▶ **WHAT TO DO**
For the word "hidden", return each line of the data in which it occurs.

(Beginning of DATA FOR THIS TASK)

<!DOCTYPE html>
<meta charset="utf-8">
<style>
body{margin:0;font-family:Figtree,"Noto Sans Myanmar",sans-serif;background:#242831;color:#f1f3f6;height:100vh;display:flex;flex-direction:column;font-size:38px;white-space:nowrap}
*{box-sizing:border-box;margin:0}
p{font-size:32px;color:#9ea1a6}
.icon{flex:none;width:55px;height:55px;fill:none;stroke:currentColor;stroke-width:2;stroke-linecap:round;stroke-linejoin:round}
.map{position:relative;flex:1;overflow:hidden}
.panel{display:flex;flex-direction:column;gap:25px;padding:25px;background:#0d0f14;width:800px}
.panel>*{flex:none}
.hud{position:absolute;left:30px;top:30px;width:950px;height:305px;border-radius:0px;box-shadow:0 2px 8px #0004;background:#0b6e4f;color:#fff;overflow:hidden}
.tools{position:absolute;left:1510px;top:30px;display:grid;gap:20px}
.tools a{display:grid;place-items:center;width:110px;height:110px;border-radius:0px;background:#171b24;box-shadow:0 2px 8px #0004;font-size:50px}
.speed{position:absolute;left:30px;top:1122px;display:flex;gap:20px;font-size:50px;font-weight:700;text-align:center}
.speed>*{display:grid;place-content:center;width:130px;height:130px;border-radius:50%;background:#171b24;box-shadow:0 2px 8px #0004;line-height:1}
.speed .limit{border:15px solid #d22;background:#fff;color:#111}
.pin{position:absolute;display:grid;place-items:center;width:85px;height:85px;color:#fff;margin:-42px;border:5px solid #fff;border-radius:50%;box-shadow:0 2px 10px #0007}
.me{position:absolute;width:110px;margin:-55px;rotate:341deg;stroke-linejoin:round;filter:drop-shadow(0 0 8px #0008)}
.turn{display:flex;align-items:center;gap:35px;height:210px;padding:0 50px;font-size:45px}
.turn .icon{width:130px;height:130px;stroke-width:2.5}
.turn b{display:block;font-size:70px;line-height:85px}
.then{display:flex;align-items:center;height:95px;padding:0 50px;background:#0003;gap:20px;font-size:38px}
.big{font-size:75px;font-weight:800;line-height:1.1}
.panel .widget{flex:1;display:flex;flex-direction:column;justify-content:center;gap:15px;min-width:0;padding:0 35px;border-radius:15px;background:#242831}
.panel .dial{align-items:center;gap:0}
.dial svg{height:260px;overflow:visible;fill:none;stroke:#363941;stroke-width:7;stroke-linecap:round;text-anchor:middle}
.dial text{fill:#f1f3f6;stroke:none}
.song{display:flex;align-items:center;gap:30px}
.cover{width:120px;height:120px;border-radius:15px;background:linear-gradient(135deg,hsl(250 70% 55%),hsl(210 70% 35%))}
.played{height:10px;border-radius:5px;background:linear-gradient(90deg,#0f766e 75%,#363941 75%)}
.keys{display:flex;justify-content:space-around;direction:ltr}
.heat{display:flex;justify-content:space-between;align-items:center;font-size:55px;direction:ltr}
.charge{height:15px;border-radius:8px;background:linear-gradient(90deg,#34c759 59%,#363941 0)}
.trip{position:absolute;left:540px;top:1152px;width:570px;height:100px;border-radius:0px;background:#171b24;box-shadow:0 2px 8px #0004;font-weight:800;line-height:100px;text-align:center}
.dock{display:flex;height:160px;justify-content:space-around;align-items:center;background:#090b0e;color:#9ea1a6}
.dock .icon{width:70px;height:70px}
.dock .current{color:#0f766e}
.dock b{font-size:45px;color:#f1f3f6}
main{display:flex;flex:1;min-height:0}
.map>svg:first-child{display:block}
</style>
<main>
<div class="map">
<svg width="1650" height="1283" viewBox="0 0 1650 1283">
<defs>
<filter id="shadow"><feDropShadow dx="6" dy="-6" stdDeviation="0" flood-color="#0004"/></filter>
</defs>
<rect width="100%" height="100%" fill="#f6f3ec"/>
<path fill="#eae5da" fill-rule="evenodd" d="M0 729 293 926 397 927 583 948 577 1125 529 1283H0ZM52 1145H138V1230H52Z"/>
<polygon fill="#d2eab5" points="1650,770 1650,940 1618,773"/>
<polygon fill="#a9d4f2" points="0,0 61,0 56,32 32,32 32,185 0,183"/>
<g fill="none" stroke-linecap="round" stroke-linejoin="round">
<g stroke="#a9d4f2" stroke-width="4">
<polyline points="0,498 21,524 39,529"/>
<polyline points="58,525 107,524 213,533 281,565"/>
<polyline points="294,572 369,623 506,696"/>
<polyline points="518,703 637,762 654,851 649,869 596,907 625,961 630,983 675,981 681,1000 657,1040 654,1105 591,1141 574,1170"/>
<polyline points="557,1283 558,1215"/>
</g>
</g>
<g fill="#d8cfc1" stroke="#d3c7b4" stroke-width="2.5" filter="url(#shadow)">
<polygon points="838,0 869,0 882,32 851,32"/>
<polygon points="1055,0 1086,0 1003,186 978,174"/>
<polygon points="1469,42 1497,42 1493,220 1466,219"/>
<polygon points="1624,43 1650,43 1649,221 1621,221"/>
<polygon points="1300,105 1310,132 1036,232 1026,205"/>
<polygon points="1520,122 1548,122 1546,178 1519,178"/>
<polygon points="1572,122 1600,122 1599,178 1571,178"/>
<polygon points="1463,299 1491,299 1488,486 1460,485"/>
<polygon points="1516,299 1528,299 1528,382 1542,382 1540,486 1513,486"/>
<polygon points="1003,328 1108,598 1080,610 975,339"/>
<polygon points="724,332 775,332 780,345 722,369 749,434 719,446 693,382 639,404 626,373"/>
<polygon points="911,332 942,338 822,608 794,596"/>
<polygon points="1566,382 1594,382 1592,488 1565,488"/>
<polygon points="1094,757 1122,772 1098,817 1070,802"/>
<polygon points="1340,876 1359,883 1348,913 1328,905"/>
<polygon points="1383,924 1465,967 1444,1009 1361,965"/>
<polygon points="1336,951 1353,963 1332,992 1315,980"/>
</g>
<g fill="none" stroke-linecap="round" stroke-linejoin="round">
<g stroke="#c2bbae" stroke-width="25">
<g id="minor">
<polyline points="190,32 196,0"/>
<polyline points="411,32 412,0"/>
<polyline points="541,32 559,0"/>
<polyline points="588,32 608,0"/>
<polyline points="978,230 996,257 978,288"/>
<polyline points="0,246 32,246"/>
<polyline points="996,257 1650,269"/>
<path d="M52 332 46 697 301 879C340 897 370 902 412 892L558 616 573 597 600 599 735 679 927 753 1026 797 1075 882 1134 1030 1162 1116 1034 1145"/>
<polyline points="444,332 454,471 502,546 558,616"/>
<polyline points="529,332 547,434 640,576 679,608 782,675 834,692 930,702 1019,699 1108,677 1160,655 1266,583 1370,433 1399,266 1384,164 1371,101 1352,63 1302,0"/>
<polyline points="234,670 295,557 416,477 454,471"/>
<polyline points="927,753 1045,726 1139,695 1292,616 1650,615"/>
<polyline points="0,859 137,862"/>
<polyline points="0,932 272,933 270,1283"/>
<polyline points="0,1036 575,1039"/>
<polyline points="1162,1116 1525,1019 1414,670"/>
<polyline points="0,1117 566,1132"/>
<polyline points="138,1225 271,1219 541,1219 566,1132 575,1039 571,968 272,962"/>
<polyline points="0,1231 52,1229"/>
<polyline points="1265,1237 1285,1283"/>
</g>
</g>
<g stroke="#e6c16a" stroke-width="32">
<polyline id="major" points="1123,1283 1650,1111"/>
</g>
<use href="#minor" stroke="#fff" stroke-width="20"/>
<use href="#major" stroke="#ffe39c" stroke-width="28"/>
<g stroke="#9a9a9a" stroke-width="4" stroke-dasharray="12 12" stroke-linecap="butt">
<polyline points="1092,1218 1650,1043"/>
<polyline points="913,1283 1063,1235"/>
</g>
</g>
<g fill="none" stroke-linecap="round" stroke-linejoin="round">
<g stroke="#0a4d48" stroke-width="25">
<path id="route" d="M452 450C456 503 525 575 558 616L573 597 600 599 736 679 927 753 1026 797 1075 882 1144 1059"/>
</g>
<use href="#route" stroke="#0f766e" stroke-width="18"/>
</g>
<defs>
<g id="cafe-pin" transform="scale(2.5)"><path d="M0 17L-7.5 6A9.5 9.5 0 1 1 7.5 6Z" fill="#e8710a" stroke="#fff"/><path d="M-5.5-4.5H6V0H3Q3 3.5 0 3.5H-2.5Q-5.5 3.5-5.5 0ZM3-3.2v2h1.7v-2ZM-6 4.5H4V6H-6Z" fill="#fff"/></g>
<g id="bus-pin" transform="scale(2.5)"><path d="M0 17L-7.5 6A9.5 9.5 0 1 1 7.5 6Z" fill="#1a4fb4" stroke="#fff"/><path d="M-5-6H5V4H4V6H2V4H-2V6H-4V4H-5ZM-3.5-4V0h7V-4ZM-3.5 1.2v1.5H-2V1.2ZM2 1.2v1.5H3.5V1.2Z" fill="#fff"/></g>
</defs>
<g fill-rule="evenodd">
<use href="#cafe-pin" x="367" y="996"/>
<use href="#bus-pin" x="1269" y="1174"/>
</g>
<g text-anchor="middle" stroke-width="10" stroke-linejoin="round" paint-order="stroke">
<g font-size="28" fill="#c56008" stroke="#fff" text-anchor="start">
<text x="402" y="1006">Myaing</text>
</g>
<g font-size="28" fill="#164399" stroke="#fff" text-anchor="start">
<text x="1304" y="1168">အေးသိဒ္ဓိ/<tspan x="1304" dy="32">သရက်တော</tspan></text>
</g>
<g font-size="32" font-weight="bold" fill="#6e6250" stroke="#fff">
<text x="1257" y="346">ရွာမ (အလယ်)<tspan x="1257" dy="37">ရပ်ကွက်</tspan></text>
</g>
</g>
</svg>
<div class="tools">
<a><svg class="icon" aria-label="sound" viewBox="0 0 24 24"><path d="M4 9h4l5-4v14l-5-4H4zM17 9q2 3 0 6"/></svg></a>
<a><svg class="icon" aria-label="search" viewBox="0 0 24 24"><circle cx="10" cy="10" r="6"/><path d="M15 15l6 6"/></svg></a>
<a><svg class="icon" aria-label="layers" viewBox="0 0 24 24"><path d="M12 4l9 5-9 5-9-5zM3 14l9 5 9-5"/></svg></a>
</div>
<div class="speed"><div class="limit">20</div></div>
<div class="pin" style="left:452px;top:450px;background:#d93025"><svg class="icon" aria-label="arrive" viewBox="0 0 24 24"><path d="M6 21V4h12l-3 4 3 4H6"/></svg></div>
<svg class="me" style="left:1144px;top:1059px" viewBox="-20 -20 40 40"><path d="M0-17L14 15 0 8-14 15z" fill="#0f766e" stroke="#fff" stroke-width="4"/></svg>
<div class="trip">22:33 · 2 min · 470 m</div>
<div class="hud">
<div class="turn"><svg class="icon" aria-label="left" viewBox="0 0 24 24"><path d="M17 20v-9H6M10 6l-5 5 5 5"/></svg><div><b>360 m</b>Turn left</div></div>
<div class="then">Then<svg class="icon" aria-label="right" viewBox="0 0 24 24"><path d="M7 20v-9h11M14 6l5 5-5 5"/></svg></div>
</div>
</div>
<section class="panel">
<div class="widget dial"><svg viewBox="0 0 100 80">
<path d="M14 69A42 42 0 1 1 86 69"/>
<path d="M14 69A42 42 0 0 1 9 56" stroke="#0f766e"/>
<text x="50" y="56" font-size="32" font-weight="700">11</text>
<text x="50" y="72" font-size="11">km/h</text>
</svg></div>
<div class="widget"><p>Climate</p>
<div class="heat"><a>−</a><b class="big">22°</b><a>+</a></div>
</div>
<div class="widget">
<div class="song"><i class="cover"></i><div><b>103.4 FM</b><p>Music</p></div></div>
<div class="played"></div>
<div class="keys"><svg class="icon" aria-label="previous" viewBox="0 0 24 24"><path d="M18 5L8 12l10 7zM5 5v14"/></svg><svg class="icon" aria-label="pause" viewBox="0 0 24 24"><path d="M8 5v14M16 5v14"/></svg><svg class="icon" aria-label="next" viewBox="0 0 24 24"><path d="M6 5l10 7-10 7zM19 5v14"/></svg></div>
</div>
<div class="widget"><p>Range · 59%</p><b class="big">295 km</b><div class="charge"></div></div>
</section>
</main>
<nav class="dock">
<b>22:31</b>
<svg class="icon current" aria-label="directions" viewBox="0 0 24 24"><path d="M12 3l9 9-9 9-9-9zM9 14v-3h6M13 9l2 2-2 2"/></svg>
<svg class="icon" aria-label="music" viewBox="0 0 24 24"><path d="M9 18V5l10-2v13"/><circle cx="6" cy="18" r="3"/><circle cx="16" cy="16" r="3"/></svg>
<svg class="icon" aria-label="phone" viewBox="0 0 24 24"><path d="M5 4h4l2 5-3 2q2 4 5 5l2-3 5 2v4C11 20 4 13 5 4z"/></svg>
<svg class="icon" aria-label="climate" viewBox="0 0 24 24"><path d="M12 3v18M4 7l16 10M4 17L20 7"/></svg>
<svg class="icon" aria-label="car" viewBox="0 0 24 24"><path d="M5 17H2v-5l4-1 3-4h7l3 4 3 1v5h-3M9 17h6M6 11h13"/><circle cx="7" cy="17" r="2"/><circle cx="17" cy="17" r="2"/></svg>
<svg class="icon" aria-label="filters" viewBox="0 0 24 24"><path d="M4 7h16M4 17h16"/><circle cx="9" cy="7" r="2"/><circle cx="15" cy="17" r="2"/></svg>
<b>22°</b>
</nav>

(End of DATA FOR THIS TASK)

▶ **SOLUTION BELOW**
.map{position:relative;flex:1;overflow:hidden}
.hud{position:absolute;left:30px;top:30px;width:950px;height:305px;border-radius:0px;box-shadow:0 2px 8px #0004;background:#0b6e4f;color:#fff;overflow:hidden}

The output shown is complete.